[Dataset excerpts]
####

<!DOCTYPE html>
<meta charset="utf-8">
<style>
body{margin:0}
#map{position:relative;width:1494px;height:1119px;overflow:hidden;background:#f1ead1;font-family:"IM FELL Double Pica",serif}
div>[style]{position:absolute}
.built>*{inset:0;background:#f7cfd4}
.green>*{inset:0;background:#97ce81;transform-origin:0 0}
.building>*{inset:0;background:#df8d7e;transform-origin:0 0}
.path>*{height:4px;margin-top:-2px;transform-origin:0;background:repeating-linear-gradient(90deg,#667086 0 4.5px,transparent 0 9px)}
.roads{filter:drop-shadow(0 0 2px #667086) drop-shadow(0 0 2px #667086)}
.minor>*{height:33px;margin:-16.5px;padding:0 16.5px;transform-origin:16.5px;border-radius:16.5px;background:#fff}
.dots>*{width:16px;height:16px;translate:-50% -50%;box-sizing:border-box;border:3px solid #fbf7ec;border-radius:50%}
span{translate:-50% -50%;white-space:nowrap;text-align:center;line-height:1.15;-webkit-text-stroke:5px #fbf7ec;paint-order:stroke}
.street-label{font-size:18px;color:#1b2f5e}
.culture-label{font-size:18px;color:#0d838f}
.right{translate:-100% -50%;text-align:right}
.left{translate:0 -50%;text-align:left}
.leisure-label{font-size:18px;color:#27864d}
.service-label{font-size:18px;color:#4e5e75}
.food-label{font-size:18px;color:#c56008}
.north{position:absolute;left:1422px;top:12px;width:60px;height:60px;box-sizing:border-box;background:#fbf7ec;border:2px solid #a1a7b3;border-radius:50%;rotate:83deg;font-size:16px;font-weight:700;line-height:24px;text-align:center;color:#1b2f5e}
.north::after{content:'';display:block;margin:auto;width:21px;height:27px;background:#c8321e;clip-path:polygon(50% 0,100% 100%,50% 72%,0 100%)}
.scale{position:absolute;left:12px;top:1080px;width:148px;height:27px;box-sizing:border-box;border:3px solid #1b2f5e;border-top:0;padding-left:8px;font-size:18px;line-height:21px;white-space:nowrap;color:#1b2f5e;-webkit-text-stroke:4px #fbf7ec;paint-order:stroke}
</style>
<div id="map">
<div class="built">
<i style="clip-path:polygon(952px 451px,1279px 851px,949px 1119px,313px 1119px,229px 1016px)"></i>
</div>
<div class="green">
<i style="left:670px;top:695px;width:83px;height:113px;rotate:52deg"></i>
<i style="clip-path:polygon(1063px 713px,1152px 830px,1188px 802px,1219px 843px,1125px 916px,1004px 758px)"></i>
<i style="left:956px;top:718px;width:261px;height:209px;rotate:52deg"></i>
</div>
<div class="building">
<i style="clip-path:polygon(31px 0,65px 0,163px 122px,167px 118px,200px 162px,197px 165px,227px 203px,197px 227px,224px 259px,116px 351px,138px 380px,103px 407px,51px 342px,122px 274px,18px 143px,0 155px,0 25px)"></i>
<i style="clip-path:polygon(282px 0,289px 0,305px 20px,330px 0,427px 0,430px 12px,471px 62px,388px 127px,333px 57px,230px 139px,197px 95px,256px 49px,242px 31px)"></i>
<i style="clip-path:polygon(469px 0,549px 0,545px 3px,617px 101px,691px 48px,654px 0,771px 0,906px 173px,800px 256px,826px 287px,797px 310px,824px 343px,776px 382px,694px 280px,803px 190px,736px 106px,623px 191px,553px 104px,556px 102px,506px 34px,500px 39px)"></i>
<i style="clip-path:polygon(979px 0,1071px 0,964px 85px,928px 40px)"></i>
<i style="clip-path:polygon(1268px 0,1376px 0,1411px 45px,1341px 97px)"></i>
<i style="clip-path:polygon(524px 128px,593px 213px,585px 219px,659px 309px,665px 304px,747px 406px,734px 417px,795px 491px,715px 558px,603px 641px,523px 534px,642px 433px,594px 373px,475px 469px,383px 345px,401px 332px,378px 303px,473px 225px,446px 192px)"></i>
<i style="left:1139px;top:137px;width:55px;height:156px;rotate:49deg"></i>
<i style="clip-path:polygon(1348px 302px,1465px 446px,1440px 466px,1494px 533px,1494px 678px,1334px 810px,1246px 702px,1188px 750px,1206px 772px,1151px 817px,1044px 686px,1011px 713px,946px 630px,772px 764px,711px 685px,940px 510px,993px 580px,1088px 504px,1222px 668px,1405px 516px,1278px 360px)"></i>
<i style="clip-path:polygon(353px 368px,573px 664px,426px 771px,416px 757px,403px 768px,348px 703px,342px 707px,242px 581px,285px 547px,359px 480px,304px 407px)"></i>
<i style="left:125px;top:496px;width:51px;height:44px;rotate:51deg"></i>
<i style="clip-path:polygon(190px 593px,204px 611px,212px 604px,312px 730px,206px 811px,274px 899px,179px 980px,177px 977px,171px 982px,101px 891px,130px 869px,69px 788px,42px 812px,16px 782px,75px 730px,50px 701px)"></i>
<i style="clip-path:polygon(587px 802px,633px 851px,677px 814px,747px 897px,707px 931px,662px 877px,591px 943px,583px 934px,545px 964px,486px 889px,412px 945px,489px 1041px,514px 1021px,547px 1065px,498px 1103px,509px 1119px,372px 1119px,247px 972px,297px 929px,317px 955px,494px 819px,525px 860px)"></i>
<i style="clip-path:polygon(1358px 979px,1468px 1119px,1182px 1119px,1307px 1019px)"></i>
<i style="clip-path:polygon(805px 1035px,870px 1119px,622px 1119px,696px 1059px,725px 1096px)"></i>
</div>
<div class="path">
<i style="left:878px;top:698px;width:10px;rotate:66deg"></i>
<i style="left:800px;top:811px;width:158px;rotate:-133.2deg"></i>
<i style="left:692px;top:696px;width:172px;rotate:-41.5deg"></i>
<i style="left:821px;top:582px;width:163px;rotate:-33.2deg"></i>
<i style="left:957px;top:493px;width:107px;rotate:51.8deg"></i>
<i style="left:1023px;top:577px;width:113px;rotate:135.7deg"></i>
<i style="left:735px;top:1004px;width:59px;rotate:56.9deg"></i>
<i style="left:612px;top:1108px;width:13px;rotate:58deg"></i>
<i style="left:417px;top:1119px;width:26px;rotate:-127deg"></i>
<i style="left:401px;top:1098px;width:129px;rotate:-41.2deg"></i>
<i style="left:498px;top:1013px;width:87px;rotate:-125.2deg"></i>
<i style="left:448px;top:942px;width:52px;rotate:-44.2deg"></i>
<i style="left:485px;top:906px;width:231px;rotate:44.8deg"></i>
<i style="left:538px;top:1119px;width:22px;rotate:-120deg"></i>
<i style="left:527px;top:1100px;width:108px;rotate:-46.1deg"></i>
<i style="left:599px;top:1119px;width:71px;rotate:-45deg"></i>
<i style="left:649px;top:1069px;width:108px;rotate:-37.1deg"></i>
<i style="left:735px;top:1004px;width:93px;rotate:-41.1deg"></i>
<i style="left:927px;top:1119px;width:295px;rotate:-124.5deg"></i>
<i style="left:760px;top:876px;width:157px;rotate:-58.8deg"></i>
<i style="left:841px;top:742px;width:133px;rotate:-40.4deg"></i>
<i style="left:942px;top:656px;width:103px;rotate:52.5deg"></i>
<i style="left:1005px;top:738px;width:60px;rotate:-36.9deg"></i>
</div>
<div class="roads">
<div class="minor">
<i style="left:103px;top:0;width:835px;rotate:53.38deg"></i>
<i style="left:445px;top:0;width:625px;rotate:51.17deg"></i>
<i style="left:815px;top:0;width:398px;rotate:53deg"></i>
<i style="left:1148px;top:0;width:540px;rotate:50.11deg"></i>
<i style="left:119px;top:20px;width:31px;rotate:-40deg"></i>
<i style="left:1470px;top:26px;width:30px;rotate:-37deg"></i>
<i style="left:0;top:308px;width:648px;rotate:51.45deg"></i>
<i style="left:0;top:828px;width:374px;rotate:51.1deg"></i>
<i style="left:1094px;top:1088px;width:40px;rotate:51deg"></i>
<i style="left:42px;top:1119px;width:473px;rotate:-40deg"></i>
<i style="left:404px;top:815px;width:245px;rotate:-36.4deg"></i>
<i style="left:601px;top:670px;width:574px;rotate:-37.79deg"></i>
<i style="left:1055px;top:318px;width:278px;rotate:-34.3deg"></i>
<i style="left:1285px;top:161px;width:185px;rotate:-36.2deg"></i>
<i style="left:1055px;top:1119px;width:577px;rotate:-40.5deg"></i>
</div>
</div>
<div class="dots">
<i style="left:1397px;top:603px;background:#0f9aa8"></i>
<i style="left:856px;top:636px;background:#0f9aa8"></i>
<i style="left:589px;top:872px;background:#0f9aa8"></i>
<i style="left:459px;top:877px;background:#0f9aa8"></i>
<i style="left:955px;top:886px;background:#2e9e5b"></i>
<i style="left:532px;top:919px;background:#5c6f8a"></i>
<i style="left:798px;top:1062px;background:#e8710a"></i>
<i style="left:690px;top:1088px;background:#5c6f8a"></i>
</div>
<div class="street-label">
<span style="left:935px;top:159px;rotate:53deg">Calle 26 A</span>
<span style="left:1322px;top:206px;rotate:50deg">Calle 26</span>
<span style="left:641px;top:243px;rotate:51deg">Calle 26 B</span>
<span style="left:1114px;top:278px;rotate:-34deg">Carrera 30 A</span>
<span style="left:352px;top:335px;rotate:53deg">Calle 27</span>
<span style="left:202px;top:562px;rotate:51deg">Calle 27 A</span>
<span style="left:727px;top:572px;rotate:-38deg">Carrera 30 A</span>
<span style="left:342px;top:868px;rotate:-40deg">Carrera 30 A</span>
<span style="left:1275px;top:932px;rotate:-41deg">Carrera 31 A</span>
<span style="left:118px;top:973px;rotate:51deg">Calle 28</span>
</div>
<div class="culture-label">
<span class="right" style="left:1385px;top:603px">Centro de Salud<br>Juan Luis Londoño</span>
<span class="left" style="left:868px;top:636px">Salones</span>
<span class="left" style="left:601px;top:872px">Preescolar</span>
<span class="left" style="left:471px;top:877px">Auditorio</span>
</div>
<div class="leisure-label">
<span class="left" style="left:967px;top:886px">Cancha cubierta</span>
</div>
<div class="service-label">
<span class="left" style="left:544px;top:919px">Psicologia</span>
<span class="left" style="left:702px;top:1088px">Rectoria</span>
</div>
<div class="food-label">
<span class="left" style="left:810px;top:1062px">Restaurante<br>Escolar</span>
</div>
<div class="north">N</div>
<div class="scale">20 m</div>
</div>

####

(DIRECTIONS): Copy out each line from the preceding entries that mentions the word "green".

(YOUR RESPONSE):
.green>*{inset:0;background:#97ce81;transform-origin:0 0}
<div class="green">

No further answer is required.